Personal information
- Born: 2000

Sport
- Country: Germany

Medal record
Women's triathlon
Representing Germany
Ironman 70.3 World Championship
| Bronze medal – third place | 2025 Marbella | Individual |
World Championships
| Bronze medal – third place | 2025 Hamburg | Mixed relay |

= Tanja Neubert =

German triathlete (born 2000)

Tanja Neubert (born 2000) is a German triathlete. She placed third at the Ironman 70.3 World Championship in 2025. That year, she was also a bronze medalist representing Germany at the World Triathlon Mixed Relay Championships.

==Career==
From Saarbrücken, Neubert competed in swimming as a youngster, specialising in the breaststroke, before transitioning to triathlon. In 2018, Neubert won a silver medal with the junior German team in the European Mixed Relay Championships.

In 2022, Neubert won two Continental Cup and finished 17th in her World Cup debut in Pontevedra, Spain, and 21st in Tongyeong-si, South Korea, before placing fifth at her third World Cup appearance, in Miyazaki, Japan, missing the podium by only four seconds.

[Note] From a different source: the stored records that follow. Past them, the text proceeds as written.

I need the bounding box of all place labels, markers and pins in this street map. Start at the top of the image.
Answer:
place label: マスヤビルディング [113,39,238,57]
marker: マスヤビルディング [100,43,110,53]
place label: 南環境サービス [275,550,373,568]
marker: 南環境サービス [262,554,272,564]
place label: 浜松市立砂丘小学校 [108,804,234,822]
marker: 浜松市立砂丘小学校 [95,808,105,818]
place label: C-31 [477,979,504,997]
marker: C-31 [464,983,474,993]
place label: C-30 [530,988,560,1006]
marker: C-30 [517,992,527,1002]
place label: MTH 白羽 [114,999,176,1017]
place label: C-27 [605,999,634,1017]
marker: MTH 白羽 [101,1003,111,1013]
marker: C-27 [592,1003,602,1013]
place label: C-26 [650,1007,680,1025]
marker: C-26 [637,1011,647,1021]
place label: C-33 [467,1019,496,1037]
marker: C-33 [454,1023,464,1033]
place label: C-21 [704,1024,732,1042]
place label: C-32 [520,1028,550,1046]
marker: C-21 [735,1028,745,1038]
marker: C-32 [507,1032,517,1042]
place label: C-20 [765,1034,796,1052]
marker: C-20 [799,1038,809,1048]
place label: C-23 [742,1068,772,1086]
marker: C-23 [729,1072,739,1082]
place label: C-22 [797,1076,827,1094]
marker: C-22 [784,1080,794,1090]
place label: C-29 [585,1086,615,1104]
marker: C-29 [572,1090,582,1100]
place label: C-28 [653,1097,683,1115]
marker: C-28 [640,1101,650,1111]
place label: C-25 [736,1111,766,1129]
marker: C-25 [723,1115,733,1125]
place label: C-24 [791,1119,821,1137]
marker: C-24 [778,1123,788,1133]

In June 2023, Neubert won the Europe Triathlon Cup in Kitzbühel, Austria, finishing in 56:48, just ahead of her compatriot Selina Klamt, who finished four seconds behind. In December 2023, she won the women's 10,000 metres race at the 49th Saarbrücken New Year's Eve Run.

In June 2024, she won the Europe Triathlon Cup Kitzbühel again. In August 2024, she won the Europe Triathlon Cup Istanbul in Turkey. The following month, she placed fourth at the 2024 World Triathlon Cup Valencia.

In February 2025, she won at the 2025 World Triathlon Championship Series in Abu Dhabi, alongside Selina Klamt, Jan Diener and Henry Graf in the mixed team relay, finishing ahead of the United States and Italy. In September 2025, she placed third at the WTCS Weihai behind Beth Potter and her German compatriot Lisa Tertsch. Alongside Tertsch, Lasse Nygaard and Graf she was a bronze medalist at the 2025 World Triathlon Mixed Relay Championships.

In November 2025, she placed third at the Ironman 70.3 World Championship in Marbella behind Lucy Charles-Barclay of Great Britain and Taylor Knibb of the United States, in only her second 70.3 race.